All the data should come back exactly as it was given.

---- Data under study

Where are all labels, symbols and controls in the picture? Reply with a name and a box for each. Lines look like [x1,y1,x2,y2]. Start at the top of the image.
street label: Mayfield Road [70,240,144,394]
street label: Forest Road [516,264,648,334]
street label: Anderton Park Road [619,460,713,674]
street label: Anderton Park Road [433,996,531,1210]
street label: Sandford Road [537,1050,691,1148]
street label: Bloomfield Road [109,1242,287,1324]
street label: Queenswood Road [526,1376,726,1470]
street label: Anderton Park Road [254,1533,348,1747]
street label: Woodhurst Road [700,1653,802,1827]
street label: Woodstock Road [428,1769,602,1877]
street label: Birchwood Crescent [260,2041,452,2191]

--------

# [The completed task]
Where are all labels, symbols and controls in the picture? Reply with a name and a box for each. Lines look like [x1,y1,x2,y2]. Start at the top of the image.
street label: Mayfield Road [70,240,144,394]
street label: Forest Road [516,264,648,334]
street label: Anderton Park Road [619,460,713,674]
street label: Anderton Park Road [433,996,531,1210]
street label: Sandford Road [537,1050,691,1148]
street label: Bloomfield Road [109,1242,287,1324]
street label: Queenswood Road [526,1376,726,1470]
street label: Anderton Park Road [254,1533,348,1747]
street label: Woodhurst Road [700,1653,802,1827]
street label: Woodstock Road [428,1769,602,1877]
street label: Birchwood Crescent [260,2041,452,2191]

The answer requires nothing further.